How to Heal from the End of a Relationship

By Emily Fletcher

There’s no denying that breakups are tough.

It doesn’t matter if it was you or your partner who initiated the split. Breakups cause a kind of mourning. Mourning the close of this chapter of your life, mourning the loss of potential of what could have been, and mourning what can feel like a death of this person who you thought you might have spent the rest of your life with. It hurts.

By habit, we humans like to avoid pain. We often try to ignore our feelings or numb them with brownies, Netflix, and wine. We may even start a relationship with someone new before we have fully healed as a way to avoid feeling the pain.

Here’s the trick: There is no way around but through.

Once you accept this simple truth, you open yourself up to a much more elegant way of dealing with the end of a relationship.

Why do you think relationships exist? Do you think your boyfriend is there to “complete” you? I believe relationships exist to teach us our lessons. At their best, they are an outlet for our fulfillment and not a place we go to fill ourselves up.

Every relationship is a chapter in the syllabus of life. When one ends, it can mean you have learned that lesson and it is time to move on. By adopting this viewpoint, we realize that breakups are actually an amazing opportunity for growth. That doesn’t make it easy. Growing Pains isn’t just a sitcom from the ’80s. Change can be uncomfortable. Breaking your exoskeleton can hurt, but expansion is the safest place there is.

When we allow ourselves to feel the discomfort and move through it as opposed to trying to avoid it, we give ourselves the gift of healing faster and more elegantly.

Step 1: Tune into your breath.

Lie down on the floor with one hand on your heart and your other hand on your stomach. Breathe and feel your chest rising and falling. Feel your heart beating, sending blood to every part of your body. Don’t try to change your breath or control your body in any way; simply feel the sensations of lying on the floor. If you’re feeling a knot in your chest or a pit in your stomach or any kind of physical sensation related to your emotions, that’s OK. Let yourself feel it, and notice how the pain doesn’t stop your heart from beating.

Step 2: Tap the thymus.

There is a reason monkeys beat on their chests. That is where the thymus gland is. It is the thing that shrinks when we have a “broken heart.” By gently tapping on your chest, you can stimulate the thymus gland and help it to expand and heal.

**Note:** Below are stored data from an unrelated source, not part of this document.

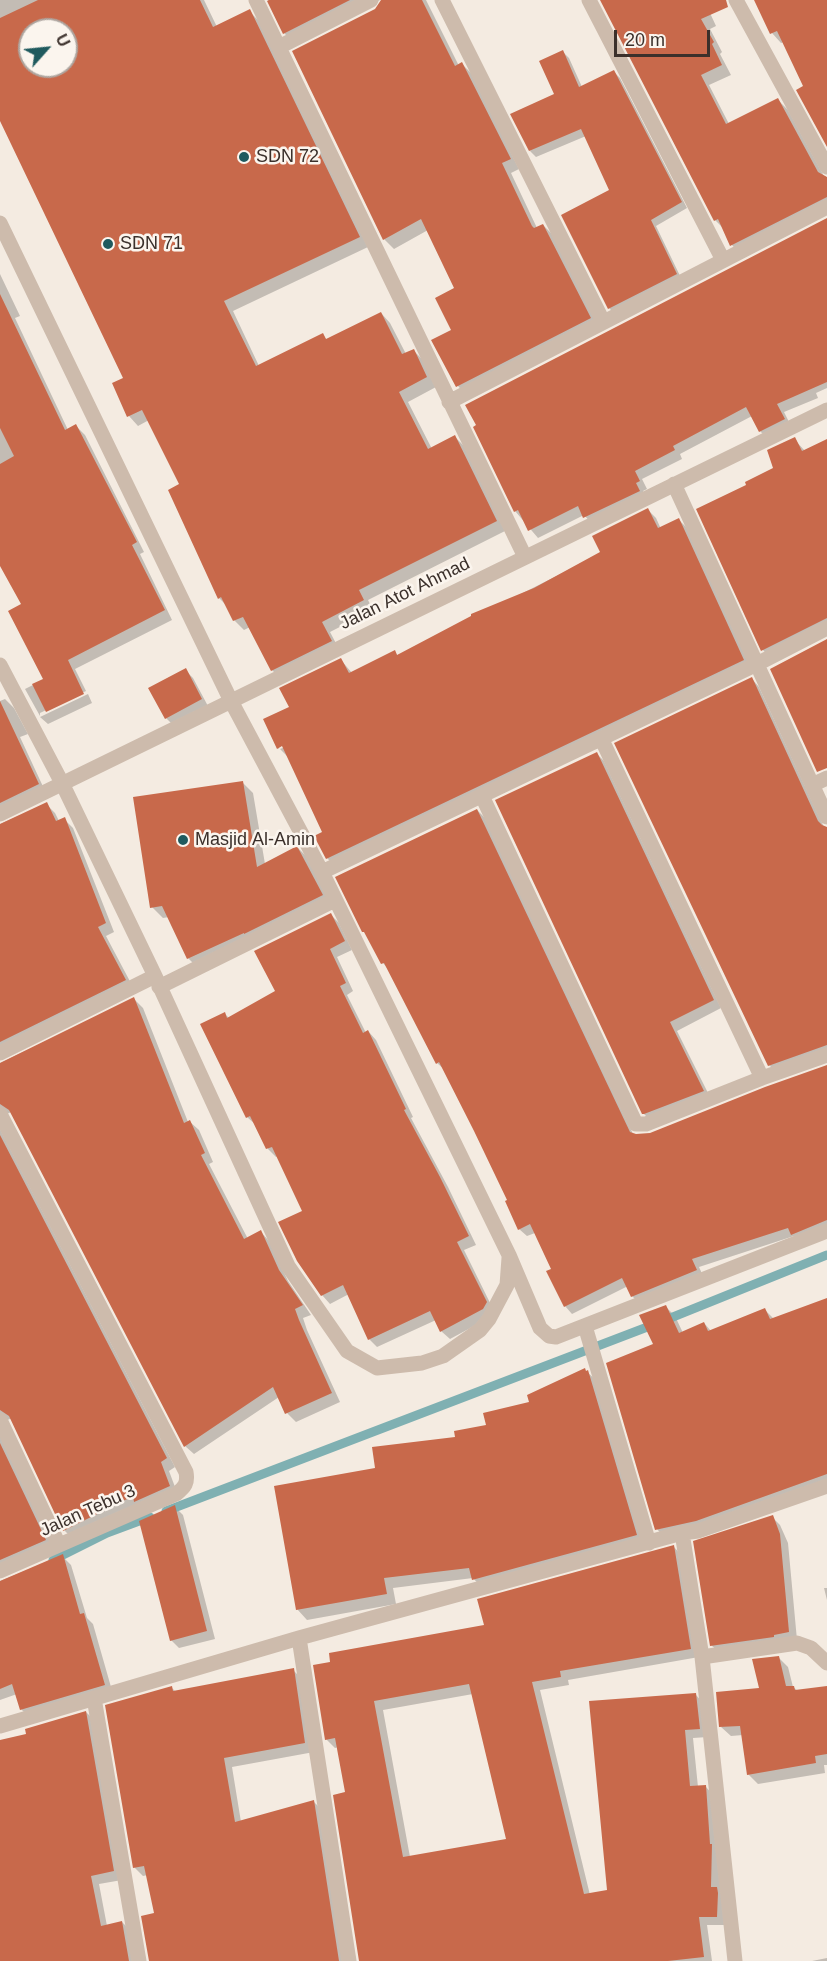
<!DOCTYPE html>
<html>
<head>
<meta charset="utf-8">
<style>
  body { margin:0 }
  #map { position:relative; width:827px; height:1961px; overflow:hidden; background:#f4ebe1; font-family:Helvetica,sans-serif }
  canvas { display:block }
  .north { position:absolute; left:18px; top:18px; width:60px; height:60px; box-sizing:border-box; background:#fbf5ee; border:2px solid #aea6a0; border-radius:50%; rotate:63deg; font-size:16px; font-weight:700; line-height:24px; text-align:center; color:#3b302b }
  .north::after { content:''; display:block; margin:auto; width:21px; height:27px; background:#1f5a5e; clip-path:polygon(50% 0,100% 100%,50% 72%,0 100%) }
  .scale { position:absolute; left:614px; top:30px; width:96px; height:27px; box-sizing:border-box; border:3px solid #3b302b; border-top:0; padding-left:8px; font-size:18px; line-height:21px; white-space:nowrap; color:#3b302b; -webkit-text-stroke:4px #fbf5ee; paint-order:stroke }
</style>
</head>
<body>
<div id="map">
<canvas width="827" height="1961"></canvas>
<div class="north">U</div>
<div class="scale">20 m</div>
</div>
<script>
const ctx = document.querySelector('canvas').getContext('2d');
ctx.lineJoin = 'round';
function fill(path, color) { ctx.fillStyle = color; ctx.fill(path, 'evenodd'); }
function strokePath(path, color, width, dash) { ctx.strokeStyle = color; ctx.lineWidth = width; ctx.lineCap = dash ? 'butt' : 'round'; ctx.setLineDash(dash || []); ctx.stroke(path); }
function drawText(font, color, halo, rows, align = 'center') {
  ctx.font = font + ' Helvetica,sans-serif'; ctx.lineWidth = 5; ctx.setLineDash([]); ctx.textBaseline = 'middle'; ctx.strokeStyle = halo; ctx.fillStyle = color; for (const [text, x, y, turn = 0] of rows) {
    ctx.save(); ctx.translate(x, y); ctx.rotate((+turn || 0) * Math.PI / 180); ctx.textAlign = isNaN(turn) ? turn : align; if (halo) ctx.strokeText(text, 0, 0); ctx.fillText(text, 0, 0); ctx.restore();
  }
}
const shadow = new Path2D(`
  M0,0H204L217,27L249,11L259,21L368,247L233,311L259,366L322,335L327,340L381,313L390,323L406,354L413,350L423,360L436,387L408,402L432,449L455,437L465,447L505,531L368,600L373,610L330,632L340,651L282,680L272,670L250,627L244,630L234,620L227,606L219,598L181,485L149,420L138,426L129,416L125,379L0,118ZM30,30H66V66H30Z
  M268,0H380L294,43L284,33Z
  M383,0H426L459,66L462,64L472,74L519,169L511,173L537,228L543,225L553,235L599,328L467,396L458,386L433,341L453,331L456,289L428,230L394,249L384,239L294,52L376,10Z
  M604,0H704L716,26L710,29L722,52L720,54L731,75L709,85L729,124L778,100L788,110L825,178H827V210L741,255L732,245L725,230L715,220Z
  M756,0H827V143L805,87L784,42L781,43L772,33Z
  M563,52L569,58L582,87L614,72L620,78L687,208L656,226L682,280L615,314L609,308L611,191L586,136L536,157L530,151L556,95Z
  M827,220V388L816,393L818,398L784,412L792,428L769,440L760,431L752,416L680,454L682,459L642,479L647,489L643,491L647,499L593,525L584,515L538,538L515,511L475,427Z
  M0,274L20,316L15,318L68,430L76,426L85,435L144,552L140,554L172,620L75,669L86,691L40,713V716L25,689L45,679L23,605L0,560Z
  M794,439L805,451L827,440V629L770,658L763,650L748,485L774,469Z
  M648,510L656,518L661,529L679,520L687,528L751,668L336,867L327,858L324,833L288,756H287L280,749L290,745L279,746V749L278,748L291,708L341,660L352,673L395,652L398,656L602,553Z
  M185,670L193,678L209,708L174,726L166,718Z
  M752,679L759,687L824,827L827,828V1056L777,1073L769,1065Z
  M88,694L92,703L48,724L40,717Z
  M5,699L14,708L28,734L20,737L46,793L0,820V701Z
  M596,753L604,761L721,1008L677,1031L711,1099L651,1121L643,1113Z
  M242,782L253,793L265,864L297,847L308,858L332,907L199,969L188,958L169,917L163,918L152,907Z
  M46,804L55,813L59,821L64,819L73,828L114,932L106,936L134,989L0,1057V824Z
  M477,810L485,818L633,1134L650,1135L827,1066V1231L800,1242L794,1236L699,1267L704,1278L640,1304L632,1296L628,1286L572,1314L565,1306L553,1270L535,1233L527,1236L519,1229L509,1201L445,1070L437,1063L388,969L383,963Z
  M331,915L339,923L352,950L337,957L353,991L347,995L366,1033L368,1031L376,1040L413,1117L411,1118L448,1187L476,1245L464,1250L494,1311L491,1317L450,1339L441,1331L436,1320L377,1347L369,1339L349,1294L330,1304L322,1295L304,1212L278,1156L276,1157L268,1149L256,1125L247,1117L224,1013L229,1018L277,992Z
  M134,999L143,1008L188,1122H190L199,1130L213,1162L209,1164L248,1239L261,1232L269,1241L288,1281L311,1315L303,1318L307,1330L340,1402L296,1422L287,1413L279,1397L194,1454L185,1446L11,1112L1,1117L0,1124V1063Z
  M0,1129L175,1467L169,1471L178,1495L73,1539L64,1530L12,1418L1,1423L0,1429Z
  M827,1299V1486L666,1539L657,1529L655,1345L665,1306L675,1316L683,1333L704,1323L711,1331L765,1310L774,1319Z
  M587,1372L598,1382L646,1545L484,1590L473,1578L393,1588L396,1604L307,1620L297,1609L376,1469L488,1426Z
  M0,1435L54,1549L0,1577Z
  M175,1507L183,1515L215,1639L179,1648L171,1640Z
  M772,1517L780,1525L788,1543L797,1640L720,1653L711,1645Z
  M674,1547L682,1556L699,1657L568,1680L569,1685L540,1690L590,1895L609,1892L696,1695L704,1704L708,1737L693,1738L698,1787H706L714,1796L720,1854V1892L726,1898L725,1925H707L712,1961H360L347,1793L339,1747L335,1748L326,1739L315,1666L486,1626ZM473,1694L508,1840L410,1857L383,1710Z
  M62,1556L71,1565L87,1618L93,1624L113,1694L30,1718L21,1709L17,1694L0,1700V1581Z
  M824,1588H827V1600Z
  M778,1657L788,1667L793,1687L798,1691L827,1688V1765H824L825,1773L758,1784L748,1774L743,1735L731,1736L721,1727L761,1690Z
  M293,1670L302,1679L314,1752L232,1767L241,1822L314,1802L323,1811L346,1961H150L155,1914L148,1875L143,1876L134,1867L171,1687L176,1692Z
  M86,1712L95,1721L122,1880L99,1884L107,1926L122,1922L131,1931L136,1961H0V1741L28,1736Z
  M827,1958V1961H812Z`);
const stream = new Path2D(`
  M166,1511L663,1321L827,1255
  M53,1560L107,1533L150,1517`);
const building = new Path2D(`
  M38,0H200L213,27L250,9L360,237L224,301L256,366L323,333L326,339L381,312L402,354L414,349L427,377L399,392L428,449L455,435L497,521L359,590L364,600L322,622L332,641L271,671L243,617L233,621L221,597L218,599L168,490L179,484L142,410L127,417L112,383L123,378L0,121V18ZM30,30H66V66H30Z
  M269,0H350L283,34L267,1Z
  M381,0H422L455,66L462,62L511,159L502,163L532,226L534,228L543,224L591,318L456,387L431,340L451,330L435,298L454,288L421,219L383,240L292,51L375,9Z
  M600,0H726L728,7L701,19L714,42L712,44L722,65L701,75L726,124L778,98L818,172L827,177V197L730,246L718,219L714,221Z
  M754,0H827V147L796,90L803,86L777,31L770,34Z
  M563,50L579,87L614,70L682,202L651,220L677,274L608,309L561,215L609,190L581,129L529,151L510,114L554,94L539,61Z
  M827,218V382L777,404L785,419L759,432L746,407L673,446L675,450L635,471L640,481L636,483L640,491L583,518L578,506L528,531L518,510L514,512L473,427L476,425L465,405Z
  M0,294L65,430L76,424L137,542L132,545L165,610L68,660L84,694L46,712L32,684L43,679L8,611L21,604L0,566V464L14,456L0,428Z
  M795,437L802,451L827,439V618L761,651L696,509L746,485L745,482L773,468L767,450Z
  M648,508L658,528L679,518L744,660L326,859L314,836L322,832L282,746L277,749L263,719L289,707L279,688L341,658L349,673L395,650L397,655L471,616V614L534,588L600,552L592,536Z
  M827,639V768L817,772L770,669Z
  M186,668L202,699L165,719L148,688Z
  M752,677L818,821L822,825L827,827V1045L768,1066L614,743Z
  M0,701L39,784L0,803Z
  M597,752L714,1000L670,1022L704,1091L644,1114H642L495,800Z
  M243,781L257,867L297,846L323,895L244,934V933L187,959L162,906L150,908L133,797Z
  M47,802L56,821L65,817L106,923L98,927L126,980L0,1042V824Z
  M477,809L630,1132L636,1134L650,1133L765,1087L827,1065V1220L791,1235L788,1228L692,1259L697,1270L631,1297L622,1278L564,1307L546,1271L551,1269L530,1224L518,1230L505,1201L507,1200L474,1131L439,1062L436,1064L384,963L381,964L364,932H362L335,877Z
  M331,913L345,941L330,949L346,983L340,986L363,1033L368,1030L406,1109L404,1110L440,1177L469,1236L457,1242L487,1302L483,1309L440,1332L430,1311L368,1340L343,1285L321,1296L297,1261L278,1222L302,1211L272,1147L266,1149L250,1116L246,1118L200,1024L225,1012L227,1018L275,991L254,951Z
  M134,997L184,1123L190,1120L205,1153L201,1155L244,1239L261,1230L279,1270L303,1305L295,1309L299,1320L332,1393L285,1414L273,1387L184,1447L9,1110L0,1104V1063Z
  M0,1135L167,1458L161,1462L170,1486L134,1502L133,1496L63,1531L9,1416L0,1410Z
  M827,1298V1474L696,1521L655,1530L606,1363L653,1344L639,1315L666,1305L679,1333L704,1322L708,1331L765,1308L770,1319Z
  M585,1368L586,1371L588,1370L637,1535L472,1580L469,1568L384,1578L387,1594L296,1610L274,1486L375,1468L372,1447L455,1437L454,1431L486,1425L483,1413L529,1402L527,1395Z
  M0,1443L46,1540L0,1560Z
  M175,1505L207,1631L170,1641L139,1521Z
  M773,1515L780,1534L789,1632L774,1635V1637L710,1646L693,1541Z
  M674,1545L691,1649L560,1671L561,1677L532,1682L584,1894L607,1890L589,1701L696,1693L700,1729L685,1730L690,1786L706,1785L710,1844H712L711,1887H717L718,1893L717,1917H699L704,1957L668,1961H359L333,1795L345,1792L335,1738L325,1740L313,1665L330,1662L329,1653L484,1625L477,1599ZM469,1684L506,1839L403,1857L374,1701Z
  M63,1554L80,1614L84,1613L105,1685L20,1710L12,1684L0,1689V1581Z
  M779,1656L786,1686H794L795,1690L827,1686V1754L815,1756L816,1763L747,1775L740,1726L719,1727L716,1692L759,1688L752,1659Z
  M294,1668L305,1743L224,1758L235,1822L314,1800L339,1961H149L141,1916L154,1913L144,1866L133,1868L105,1705L172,1686L173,1691Z
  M86,1711L114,1871L91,1876L101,1926L122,1921L129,1961H0V1740L26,1734L25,1729Z`);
const minor = new Path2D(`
  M256,0L525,557
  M442,0L603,321
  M589,0L723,260
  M736,0L827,167
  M279,47L371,0
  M0,223L231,701L322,872L509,1255L540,1328L549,1336L556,1337L827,1231
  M449,402L827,207
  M674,484L827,817
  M0,665L62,783L155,976L288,1266L347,1351L377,1368L422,1363L443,1356L480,1330L489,1319L507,1285L509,1258
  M601,738L762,1078
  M812,785L827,778
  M482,796L636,1124H646L762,1078L827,1055
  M0,814L827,410
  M322,872L755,665L827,628
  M159,987L335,900
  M0,1053L155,976
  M0,1114L186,1472C188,1483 185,1487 176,1494L0,1571
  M585,1326L649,1543
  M0,1420L59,1545
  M682,1533L702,1657L735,1961
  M299,1638L349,1961
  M702,1657L797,1643L811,1648L827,1663
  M94,1698L139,1961
  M0,1726L299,1638L682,1533L698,1531L827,1486`);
const markers = [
  [244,157,6,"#1f5a5e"],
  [108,244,6,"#1f5a5e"],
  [183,840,6,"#1f5a5e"]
];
const poiNames = [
  ["SDN 72",256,157],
  ["SDN 71",120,244],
  ["Masjid Al-Amin",195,840]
];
const streetNames = [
  ["Jalan Atot Ahmad",405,594,-26],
  ["Jalan Tebu 3",88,1511,-24]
];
fill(shadow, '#0003');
strokePath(stream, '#7fb0b2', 9);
fill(building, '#c8694b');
strokePath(minor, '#cdbbac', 15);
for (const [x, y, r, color] of markers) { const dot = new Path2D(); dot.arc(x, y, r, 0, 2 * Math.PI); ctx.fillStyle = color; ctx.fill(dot); strokePath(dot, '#fbf5ee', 2); }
drawText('18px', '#3b302b', '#fbf5ee', poiNames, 'left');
drawText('18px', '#3b302b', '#fbf5ee', streetNames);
</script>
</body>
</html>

Step 3: Ask yourself a few questions.

Reflect on the following prompts, which will help you see the beauty in the breakup.

1. Why is this happening FOR me? (… instead of why is this happening TO me?)

Reflect on your relationship and ask yourself what the biggest takeaways were. Remember, the fact that the relationship ended does not make it a failure. See if you can look at the situation not as a loss but in terms of what information you’ve gained. You might have learned more about what you do and don’t want in a partner. You might have learned more about your own communicative style. You might have learned more about how you react in certain situations. All of this is valuable information to help you gain more insight about yourself.

2. How do I trust that this will play out as it is meant to play out?

“Surrender” and “acceptance” are two words that we don’t love in the West. However, they’re crucial for getting unstuck when we’re feeling like we need to control our lives. So instead of obsessing over the breakup or trying to find a new partner stat, can you simply let go and accept that things will work out as they’re meant to? Visualize yourself physically holding all your plans and beliefs about what “should” happen, and then picture yourself physically handing over that bundle to nature. Notice how much lighter you are when you’re not weighed down by the nagging need to control the future.

3. How do I enjoy that I will never have to relearn these lessons?

Now that you have this information, you never have to learn it again. And you can use what you’ve learned to inform your future relationships, which will help you to call forth partners who can teach you even more lessons. It’s a constant process of evolving as you continue to grow in life and love.

It’s OK if you’re hurting. But when you can see the pain as part of your evolution, it doesn’t hurt as much. So give yourself permission to feel all of this. This too shall pass, and you will be stronger for it.